Le Code des collectivités locales a prévu la libre administration des collectivités territoriales par des conseils élus au suffrage universel. Or on assiste à une subordination de ces dernières à l’État et ceci sur divers plans. Si, le principe du contrôle et de la transparence inhérent à tout processus démocratique et les arbitrages nécessaires pour la recherche d’une cohésion nationale, mais l’omniprésence de l’État est tellement importante qu’elle étouffe, du coup, toute initiative locale. En effet, si depuis les réformes de 1996, l’on note l’impossibilité d’une annulation administrative des décisions des conseils locaux, mais dans la pratique l’État reste omniprésent dans tout leur fonctionnement. Car les lois n°90-34 du 8 avril 1990 et n° 96-07 du 22 mars 1996 n’ont pas supprimé toutes les pesanteurs de cette tutelle. Or, son exercice s’avère fréquemment un obstacle pour les institutions locales.

Par ailleurs, les différentes lois de la décentralisation n’ont pas aboli ce qu’il est convenu d’appeler « la tutelle sur les personnes, qui permet à l’État de tirer les conséquences de situations contraires à l’intérêt général ou à sa volonté » (Blundo, 1998). Ainsi, sans que la liste soit limitative, le Code des collectivités locales énumère les « fautes » pouvant entraîner, outre des poursuites judiciaires (Article 219), la suspension de l’élu (Article 221). Ainsi, le maire de M’bour, Moussa Ndoye, avait été ainsi destitué et relevé de ses fonctions par décret en février 2001. Les articles 219 à 235 circonscrivent l’essentiel de cette tutelle de l’État sur les élus locaux. Après l’alternance en 2001, sur la base d’un projet de loi proposé par le président Wade, le Code des collectivités locales avait été modifié en ses articles 52, 61, 141, 146, 173, 219, 221 et 235, octroyant à l’exécutif central un plus grand pouvoir d’une part de « sanctionner les défaillances des collectivités locales en dissolvant leur conseil responsable de paralysie » ou de « carence notoire dans l’exercice de leurs attributions » et d’autre part, de « suspendre » ou de « révoquer tout élu coupable de manquement à ses obligations ». L’un des premiers constats que l’on peut tirer de ces réformes est la volonté de l’exécutif national de maintenir quasiment sa mainmise sur les élus locaux, pourtant élus au suffrage universel comme lui. Ainsi, l’État qui détient les pouvoirs de souveraineté, de contrôle de légalité sur certains actes encore, et de coordination du développement au niveau national, peut aussi être étouffant dans une gestion décentralisée, comme en témoigne le nombre de délégations spéciales mises en place depuis 2000.
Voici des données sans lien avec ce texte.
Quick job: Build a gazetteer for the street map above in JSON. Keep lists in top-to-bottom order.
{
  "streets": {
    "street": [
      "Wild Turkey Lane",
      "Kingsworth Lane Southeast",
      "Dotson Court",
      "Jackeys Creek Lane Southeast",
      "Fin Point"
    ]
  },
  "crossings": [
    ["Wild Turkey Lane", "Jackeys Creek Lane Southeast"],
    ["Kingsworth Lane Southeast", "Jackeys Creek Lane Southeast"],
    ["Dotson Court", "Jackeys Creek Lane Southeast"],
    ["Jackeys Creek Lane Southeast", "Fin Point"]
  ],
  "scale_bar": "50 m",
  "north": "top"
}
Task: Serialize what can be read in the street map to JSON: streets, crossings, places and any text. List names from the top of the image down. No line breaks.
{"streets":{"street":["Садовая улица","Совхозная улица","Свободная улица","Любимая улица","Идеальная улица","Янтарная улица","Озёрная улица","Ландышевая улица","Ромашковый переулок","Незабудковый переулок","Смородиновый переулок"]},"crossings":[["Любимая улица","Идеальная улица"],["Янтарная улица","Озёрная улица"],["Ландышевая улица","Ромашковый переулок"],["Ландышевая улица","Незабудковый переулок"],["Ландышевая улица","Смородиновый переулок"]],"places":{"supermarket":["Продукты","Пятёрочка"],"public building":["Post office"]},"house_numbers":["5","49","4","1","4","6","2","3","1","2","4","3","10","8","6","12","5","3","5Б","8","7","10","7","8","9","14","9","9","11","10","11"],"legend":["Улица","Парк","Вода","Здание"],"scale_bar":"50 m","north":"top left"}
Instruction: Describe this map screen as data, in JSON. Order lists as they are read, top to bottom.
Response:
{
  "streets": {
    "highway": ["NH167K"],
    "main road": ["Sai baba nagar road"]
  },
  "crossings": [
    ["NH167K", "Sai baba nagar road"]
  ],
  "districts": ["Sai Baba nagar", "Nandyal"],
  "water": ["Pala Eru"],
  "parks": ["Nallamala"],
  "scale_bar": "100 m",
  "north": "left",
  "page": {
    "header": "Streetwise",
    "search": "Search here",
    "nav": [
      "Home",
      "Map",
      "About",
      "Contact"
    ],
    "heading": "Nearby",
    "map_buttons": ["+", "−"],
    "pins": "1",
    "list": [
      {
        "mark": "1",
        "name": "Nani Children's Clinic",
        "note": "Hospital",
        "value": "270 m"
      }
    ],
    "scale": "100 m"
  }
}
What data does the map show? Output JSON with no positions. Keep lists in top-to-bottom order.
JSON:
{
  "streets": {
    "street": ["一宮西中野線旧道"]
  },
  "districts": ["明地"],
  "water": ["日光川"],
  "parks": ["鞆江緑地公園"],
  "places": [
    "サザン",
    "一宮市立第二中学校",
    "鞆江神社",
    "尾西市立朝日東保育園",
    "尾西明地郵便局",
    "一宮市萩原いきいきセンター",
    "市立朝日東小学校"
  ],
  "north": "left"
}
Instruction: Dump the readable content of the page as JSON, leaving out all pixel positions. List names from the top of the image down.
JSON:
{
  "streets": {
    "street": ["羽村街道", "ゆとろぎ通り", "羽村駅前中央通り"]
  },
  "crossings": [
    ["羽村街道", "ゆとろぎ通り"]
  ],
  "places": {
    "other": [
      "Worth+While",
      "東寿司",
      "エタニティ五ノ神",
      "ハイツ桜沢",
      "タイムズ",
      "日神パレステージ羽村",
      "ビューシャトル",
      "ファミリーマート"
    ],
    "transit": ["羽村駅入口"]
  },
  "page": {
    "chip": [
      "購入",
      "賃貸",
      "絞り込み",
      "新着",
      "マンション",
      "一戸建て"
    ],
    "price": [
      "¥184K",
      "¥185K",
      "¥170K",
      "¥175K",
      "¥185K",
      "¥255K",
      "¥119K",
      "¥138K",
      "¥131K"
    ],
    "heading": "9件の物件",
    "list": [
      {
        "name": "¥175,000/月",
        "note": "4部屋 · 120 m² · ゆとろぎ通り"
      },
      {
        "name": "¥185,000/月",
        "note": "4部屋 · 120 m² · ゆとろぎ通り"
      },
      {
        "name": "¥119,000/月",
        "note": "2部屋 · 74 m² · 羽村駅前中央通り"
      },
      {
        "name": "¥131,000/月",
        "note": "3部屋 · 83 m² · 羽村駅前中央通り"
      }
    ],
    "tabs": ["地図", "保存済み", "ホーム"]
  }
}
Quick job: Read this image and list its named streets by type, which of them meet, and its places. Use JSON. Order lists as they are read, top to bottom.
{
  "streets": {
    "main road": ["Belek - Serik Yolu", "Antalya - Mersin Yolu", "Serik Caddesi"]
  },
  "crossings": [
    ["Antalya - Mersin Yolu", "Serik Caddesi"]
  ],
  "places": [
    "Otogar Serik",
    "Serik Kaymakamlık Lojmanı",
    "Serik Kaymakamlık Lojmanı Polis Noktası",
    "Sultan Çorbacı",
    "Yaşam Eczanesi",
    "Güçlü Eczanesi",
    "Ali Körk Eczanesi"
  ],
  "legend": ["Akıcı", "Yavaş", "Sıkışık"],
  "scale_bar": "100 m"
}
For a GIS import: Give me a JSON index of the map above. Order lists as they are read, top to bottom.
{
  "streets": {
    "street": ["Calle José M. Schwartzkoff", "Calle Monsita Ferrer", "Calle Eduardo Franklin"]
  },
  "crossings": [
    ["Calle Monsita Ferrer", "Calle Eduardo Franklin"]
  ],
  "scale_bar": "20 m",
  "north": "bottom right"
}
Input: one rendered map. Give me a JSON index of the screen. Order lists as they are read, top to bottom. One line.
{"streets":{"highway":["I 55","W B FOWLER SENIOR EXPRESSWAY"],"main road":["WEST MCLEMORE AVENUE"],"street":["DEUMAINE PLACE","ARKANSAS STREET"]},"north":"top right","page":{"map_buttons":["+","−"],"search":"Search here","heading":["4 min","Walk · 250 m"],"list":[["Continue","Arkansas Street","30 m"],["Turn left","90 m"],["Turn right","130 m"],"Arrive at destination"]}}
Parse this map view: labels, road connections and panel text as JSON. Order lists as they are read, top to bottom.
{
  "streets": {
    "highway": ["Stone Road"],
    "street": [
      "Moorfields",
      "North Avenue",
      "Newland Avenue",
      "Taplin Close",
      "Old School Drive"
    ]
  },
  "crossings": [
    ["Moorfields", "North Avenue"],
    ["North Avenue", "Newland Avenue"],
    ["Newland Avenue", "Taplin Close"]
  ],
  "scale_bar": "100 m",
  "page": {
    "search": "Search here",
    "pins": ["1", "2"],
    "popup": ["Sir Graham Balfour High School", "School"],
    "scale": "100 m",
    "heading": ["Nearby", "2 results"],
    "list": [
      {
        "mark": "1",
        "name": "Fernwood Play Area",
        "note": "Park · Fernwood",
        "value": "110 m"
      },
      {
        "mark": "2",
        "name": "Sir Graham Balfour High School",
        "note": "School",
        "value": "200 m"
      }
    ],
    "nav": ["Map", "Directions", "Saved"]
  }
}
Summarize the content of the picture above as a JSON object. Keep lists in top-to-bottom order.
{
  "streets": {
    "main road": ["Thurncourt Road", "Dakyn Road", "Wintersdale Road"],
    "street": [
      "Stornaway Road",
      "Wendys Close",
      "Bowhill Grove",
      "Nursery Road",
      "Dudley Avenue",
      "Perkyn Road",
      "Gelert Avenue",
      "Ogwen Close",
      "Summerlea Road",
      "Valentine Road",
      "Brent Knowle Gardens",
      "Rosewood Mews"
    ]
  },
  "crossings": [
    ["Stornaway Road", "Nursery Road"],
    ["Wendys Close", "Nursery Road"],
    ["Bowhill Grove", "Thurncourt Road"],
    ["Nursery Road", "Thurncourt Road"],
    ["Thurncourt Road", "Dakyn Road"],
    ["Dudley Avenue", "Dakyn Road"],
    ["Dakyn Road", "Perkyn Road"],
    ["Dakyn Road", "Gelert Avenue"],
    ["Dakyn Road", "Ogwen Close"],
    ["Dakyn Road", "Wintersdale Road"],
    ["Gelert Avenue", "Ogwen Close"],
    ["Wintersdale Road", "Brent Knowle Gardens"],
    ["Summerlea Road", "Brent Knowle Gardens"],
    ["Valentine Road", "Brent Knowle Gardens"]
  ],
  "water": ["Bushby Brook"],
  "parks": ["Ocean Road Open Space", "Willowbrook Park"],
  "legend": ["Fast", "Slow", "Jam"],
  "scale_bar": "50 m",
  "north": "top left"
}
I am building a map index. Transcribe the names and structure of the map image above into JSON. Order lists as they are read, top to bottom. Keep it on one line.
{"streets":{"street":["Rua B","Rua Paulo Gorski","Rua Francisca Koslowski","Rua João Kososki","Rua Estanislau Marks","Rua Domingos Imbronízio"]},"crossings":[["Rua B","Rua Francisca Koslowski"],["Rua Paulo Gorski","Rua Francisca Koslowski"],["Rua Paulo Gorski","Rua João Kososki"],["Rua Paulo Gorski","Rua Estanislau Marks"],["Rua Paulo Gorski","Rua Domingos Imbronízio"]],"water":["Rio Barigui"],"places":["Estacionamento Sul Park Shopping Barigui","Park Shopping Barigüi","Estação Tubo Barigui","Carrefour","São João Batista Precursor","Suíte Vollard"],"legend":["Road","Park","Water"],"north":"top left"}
Selon les dispositions initiées par le président Wade, lorsque le fonctionnement d’un conseil se révèle durablement impossible, il peut être dissous par décret, après avis du Conseil d’État (Cour Suprême depuis 2008). Toutefois, cette décision ne peut être prise par voie de mesure générale (Article 52). Or très souvent, tel est pourtant le cas. En outre, selon l’article 53, en cas de dissolution d’un conseil, de démission de ses membres ou d’annulation devenue définitive de l’élection de tous ses membres, une délégation spéciale est instituée à la place par arrêté du ministre en charge des Collectivités locales pour un délai maximum de six mois renouvelable une fois. Ce délai peut être prorogé une ou deux fois, ou tout au plus pendant trois périodes de 6 mois et par décret motivé, selon la loi n° 2006-22 du 11 juillet 2006. Mais cette disposition est très souvent ignorée par l’exécutif central dans la mise en place de ces délégations spéciales.

Cette mainmise du pouvoir central sur les collectivités locales est également illustrée par sa volonté manifeste de ne pas organiser les élections locales à date échue, notamment sous le magistère du président Abdoulaye Wade. Celles-ci ont été reportées à trois reprises pour des raisons diverses. Le premier report a eu lieu en 2001 avec l’amendement Moussa Sy qui a permis la mise en place de délégations spéciales. Prévues en 2007, elles ont été reportées au 18 mai 2008 avec comme principal argument avancé par les autorités, des raisons budgétaires pour la mise en place du « Plan Jaxaay » pour secourir les victimes des inondations de 2005 dans la banlieue de Dakar (l’adresse du chef de l’État à la Nation sur les inondations le 28 août 2005. L’opération devait mobiliser un budget de 52 milliards dont 45 devaient provenir des 60 milliards de FCFA. antérieurement prévus pour les fêtes de l’indépendance décentralisées en 2006, et du budget antérieurement prévu pour les élections législatives en 2006, dont le découplage avec la présidentielle a fait qu’elles ont été reportées au 3 juin 2007). Enfin, pour collision avec le 11e Sommet de l’Organisation de la conférence islamique (OCI) qui devait se tenir à Dakar les 13 et 14 mars 2008, les élections locales prévues 18 mai 2008 ont finalement eu lieu le 22 mars 2009 après plusieurs tentatives de reports.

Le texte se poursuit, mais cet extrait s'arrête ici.